ABOUT THIS TASK = What you need to produce from the material below is an exact transcription of the lines from the one with "Instruction: What data" through the one with "Input: one rendered", both included, and no other line.

SUPPLIED RECORDS =

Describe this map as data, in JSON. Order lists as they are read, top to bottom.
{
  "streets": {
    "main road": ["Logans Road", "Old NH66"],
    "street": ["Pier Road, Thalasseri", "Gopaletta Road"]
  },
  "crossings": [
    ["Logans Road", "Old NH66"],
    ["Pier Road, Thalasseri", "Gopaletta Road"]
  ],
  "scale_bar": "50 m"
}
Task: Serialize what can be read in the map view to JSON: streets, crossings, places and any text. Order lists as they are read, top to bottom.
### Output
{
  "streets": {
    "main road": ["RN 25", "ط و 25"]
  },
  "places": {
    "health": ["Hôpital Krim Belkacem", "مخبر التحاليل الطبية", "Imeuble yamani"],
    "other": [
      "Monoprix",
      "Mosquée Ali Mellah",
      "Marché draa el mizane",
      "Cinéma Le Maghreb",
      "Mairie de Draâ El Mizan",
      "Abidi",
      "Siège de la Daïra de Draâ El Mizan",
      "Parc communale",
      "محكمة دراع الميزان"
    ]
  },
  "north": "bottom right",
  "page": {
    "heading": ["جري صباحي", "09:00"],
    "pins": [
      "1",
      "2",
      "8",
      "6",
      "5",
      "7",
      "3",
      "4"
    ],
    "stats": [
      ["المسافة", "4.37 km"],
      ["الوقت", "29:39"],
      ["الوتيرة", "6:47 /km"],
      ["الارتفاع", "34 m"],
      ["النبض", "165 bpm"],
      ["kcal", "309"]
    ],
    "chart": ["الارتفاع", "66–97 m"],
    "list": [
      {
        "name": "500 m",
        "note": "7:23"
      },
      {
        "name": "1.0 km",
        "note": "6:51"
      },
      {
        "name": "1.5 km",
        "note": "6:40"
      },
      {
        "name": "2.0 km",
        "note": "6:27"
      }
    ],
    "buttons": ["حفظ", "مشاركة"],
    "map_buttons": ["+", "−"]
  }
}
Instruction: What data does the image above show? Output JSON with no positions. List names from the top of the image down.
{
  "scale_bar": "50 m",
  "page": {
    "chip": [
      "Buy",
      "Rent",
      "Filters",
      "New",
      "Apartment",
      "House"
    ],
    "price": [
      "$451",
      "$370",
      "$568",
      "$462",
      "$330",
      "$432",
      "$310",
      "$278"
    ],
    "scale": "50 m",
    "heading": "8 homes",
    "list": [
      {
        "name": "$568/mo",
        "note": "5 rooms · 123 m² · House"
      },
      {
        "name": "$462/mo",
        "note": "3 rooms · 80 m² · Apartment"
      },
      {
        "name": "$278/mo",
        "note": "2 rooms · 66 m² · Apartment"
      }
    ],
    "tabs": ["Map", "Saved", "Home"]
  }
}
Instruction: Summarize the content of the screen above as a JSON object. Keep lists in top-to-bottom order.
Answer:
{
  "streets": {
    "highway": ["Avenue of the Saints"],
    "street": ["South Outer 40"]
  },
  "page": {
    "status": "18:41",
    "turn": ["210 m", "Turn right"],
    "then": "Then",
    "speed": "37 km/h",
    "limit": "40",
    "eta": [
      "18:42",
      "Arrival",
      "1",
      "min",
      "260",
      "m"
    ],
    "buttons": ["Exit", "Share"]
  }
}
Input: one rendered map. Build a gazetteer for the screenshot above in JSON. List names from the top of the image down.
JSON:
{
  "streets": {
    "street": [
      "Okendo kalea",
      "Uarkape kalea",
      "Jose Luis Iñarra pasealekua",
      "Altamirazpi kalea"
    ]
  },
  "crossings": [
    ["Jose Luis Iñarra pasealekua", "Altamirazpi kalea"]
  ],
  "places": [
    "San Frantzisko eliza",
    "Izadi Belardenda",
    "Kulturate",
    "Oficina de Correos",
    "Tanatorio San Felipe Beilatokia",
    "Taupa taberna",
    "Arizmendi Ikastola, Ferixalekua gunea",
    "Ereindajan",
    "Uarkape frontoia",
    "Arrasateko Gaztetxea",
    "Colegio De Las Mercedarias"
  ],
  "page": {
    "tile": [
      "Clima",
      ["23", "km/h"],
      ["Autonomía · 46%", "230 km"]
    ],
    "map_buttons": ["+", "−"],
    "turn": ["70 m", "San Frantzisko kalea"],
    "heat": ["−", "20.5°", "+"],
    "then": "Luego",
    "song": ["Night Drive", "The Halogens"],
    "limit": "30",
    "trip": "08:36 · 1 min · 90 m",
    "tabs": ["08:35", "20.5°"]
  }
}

SOLUTION FOR THIS EXERCISE =
Instruction: What data does the image above show? Output JSON with no positions. List names from the top of the image down.
{
  "scale_bar": "50 m",
  "page": {
    "chip": [
      "Buy",
      "Rent",
      "Filters",
      "New",
      "Apartment",
      "House"
    ],
    "price": [
      "$451",
      "$370",
      "$568",
      "$462",
      "$330",
      "$432",
      "$310",
      "$278"
    ],
    "scale": "50 m",
    "heading": "8 homes",
    "list": [
      {
        "name": "$568/mo",
        "note": "5 rooms · 123 m² · House"
      },
      {
        "name": "$462/mo",
        "note": "3 rooms · 80 m² · Apartment"
      },
      {
        "name": "$278/mo",
        "note": "2 rooms · 66 m² · Apartment"
      }
    ],
    "tabs": ["Map", "Saved", "Home"]
  }
}
Instruction: Summarize the content of the screen above as a JSON object. Keep lists in top-to-bottom order.
Answer:
{
  "streets": {
    "highway": ["Avenue of the Saints"],
    "street": ["South Outer 40"]
  },
  "page": {
    "status": "18:41",
    "turn": ["210 m", "Turn right"],
    "then": "Then",
    "speed": "37 km/h",
    "limit": "40",
    "eta": [
      "18:42",
      "Arrival",
      "1",
      "min",
      "260",
      "m"
    ],
    "buttons": ["Exit", "Share"]
  }
}
Input: one rendered map. Build a gazetteer for the screenshot above in JSON. List names from the top of the image down.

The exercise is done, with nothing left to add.